Overall, the studies represent varying degrees of evidence in support of the use of gamified interventions and a rationale for exploring further the potential of financially incentivized apps in improving medication adherence.

Patient Involvement

Of the 5 studies, 4 (80%) [31-33,35] mentioned that their app was designed for their target population. Moreover, of the 5 studies, only 1 (20%) [33] specified the involvement of the target patient population in the development of the intervention. Finally, of the 5 studies, 1 (20%) [35] indicated that clinicians were involved in the design phase, and another (1/5, 20%) study [32] stated that the evaluation study also collected feedback on the app design from the users for future use.

Appraisal of Studies Pertaining to Objective 1

A summary of the risk of bias appraisal for the studies pertaining to objective 1 is shown in Multimedia Appendix 3 [31-35]. Of the 5 studies in objective 1, 3 (60%) studies [31,32,35] were assessed as having a low risk of bias with no notable comments.

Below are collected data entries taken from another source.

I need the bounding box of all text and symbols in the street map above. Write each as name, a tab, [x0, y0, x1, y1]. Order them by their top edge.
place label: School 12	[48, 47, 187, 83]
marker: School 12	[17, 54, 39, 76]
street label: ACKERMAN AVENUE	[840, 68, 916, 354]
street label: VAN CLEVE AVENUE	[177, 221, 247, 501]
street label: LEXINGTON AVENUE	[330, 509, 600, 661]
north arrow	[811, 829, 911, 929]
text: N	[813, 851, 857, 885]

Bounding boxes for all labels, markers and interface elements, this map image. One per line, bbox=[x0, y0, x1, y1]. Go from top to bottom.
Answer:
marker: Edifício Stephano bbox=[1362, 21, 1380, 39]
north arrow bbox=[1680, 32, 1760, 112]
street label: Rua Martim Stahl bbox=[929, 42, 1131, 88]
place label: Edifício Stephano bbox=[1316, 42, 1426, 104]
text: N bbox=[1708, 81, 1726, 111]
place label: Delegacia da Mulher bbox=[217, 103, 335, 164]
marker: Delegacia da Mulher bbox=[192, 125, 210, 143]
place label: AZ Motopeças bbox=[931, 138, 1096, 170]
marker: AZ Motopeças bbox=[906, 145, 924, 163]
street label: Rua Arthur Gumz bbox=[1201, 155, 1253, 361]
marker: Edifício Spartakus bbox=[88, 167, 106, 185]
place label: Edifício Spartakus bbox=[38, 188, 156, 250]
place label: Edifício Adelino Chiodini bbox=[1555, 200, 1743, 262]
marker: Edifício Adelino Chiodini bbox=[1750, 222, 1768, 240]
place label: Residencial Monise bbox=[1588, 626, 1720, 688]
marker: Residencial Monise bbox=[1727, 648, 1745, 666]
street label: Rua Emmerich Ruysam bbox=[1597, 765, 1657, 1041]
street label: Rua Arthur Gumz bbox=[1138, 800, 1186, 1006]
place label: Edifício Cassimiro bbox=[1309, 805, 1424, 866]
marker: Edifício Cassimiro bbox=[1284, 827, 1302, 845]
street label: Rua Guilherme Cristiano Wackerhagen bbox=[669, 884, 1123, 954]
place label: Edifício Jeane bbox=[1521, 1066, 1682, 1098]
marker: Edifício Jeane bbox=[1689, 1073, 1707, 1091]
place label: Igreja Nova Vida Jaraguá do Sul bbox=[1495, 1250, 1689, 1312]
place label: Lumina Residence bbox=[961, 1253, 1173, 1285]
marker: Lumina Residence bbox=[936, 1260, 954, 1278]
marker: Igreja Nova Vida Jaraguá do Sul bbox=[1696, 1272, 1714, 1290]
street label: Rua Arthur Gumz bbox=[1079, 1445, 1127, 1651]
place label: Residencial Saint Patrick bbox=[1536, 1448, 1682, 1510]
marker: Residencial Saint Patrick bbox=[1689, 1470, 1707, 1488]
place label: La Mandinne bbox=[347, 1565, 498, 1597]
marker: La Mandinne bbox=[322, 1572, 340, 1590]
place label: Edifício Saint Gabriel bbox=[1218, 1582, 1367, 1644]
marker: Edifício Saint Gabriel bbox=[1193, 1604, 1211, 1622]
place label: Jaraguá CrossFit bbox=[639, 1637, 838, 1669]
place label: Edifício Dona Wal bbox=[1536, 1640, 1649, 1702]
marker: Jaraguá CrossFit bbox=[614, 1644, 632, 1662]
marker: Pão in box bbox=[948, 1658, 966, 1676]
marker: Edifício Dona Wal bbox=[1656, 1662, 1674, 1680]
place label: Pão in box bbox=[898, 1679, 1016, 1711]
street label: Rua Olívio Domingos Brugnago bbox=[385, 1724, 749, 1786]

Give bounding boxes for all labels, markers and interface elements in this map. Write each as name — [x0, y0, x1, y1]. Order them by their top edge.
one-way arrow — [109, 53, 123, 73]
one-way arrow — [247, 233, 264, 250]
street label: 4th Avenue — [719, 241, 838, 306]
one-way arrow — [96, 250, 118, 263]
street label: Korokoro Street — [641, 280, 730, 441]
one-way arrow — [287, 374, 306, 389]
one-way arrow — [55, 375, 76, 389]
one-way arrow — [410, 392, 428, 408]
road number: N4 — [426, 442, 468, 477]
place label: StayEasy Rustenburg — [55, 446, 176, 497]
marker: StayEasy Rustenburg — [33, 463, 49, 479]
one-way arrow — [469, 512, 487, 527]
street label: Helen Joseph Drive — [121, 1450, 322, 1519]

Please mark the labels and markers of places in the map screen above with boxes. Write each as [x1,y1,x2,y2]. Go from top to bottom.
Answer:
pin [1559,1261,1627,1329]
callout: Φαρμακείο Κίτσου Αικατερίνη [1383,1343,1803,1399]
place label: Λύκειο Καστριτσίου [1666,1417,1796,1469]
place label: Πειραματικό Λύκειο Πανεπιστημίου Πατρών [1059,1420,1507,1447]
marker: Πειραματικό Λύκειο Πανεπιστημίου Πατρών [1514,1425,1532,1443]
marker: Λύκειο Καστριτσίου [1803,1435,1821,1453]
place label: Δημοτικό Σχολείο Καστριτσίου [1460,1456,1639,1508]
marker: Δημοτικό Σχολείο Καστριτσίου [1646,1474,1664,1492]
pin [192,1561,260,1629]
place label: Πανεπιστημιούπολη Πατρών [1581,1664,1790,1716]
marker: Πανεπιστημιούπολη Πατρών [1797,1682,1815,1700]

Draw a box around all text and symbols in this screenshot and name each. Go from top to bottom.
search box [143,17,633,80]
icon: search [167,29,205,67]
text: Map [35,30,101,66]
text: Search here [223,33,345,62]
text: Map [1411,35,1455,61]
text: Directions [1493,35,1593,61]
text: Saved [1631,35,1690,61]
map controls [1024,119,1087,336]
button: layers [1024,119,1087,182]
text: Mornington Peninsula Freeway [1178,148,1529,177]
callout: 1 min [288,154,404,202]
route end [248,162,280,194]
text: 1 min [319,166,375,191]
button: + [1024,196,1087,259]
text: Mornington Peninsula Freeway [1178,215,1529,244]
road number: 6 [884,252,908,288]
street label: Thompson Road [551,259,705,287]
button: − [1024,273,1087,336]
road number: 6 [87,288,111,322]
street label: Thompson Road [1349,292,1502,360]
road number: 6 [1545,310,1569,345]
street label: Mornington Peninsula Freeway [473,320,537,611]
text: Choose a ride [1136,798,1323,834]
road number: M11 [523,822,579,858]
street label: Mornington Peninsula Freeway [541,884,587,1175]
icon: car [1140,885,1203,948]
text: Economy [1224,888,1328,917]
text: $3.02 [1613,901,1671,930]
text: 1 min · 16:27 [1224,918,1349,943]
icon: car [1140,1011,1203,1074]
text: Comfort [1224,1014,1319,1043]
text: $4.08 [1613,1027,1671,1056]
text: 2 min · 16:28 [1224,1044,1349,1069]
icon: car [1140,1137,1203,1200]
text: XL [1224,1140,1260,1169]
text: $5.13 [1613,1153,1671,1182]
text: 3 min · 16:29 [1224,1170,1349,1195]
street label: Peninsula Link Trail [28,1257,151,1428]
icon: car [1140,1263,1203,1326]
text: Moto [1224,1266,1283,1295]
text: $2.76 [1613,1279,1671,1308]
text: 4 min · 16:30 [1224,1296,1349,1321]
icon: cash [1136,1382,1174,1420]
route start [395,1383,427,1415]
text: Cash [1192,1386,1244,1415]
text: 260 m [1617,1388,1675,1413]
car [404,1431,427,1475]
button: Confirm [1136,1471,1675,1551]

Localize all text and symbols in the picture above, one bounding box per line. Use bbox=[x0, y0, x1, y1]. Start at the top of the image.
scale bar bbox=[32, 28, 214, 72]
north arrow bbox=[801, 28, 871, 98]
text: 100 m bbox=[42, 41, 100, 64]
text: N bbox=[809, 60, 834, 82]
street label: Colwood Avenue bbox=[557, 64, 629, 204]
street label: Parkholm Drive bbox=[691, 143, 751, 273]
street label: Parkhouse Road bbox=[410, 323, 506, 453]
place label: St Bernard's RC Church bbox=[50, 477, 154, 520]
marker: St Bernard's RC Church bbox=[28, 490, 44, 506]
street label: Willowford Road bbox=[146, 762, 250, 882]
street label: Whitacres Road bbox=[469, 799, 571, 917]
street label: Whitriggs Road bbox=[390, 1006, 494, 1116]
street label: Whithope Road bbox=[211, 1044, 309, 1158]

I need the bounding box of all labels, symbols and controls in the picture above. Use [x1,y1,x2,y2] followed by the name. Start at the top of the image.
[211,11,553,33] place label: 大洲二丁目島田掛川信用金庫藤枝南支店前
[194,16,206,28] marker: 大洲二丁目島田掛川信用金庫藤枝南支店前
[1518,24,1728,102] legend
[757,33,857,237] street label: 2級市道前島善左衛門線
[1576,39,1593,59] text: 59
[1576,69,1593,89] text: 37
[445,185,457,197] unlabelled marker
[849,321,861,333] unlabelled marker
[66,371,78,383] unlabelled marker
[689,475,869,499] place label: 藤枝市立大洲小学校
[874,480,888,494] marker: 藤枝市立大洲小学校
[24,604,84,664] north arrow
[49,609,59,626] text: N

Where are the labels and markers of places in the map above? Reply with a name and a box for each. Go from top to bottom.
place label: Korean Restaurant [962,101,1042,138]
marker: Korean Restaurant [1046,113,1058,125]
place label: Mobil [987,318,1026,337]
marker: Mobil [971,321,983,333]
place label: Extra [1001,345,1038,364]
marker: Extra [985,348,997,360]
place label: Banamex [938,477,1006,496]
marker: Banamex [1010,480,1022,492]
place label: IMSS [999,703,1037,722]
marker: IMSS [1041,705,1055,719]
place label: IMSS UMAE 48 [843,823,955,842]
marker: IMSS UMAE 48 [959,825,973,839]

The study by Whiteley et al [33] was assessed to have concerns relating to bias due to the selection of the reported results, specifically in the abstract. The study reported significant effectiveness of the intervention in a subgroup population despite finding nonsignificant changes in the total cohort of patients living with HIV and in the same subgroup using another outcome measure for medication adherence (ie, self-reported). It is important to consider that the aim of the study was to examine the preliminary effects of an app on several outcomes. The above-mentioned findings were discussed further by the authors as opportunities for furthering their research, and they noted that the study was limited by the small sample size and use of self-reporting to measure medication adherence, which is generally overreported.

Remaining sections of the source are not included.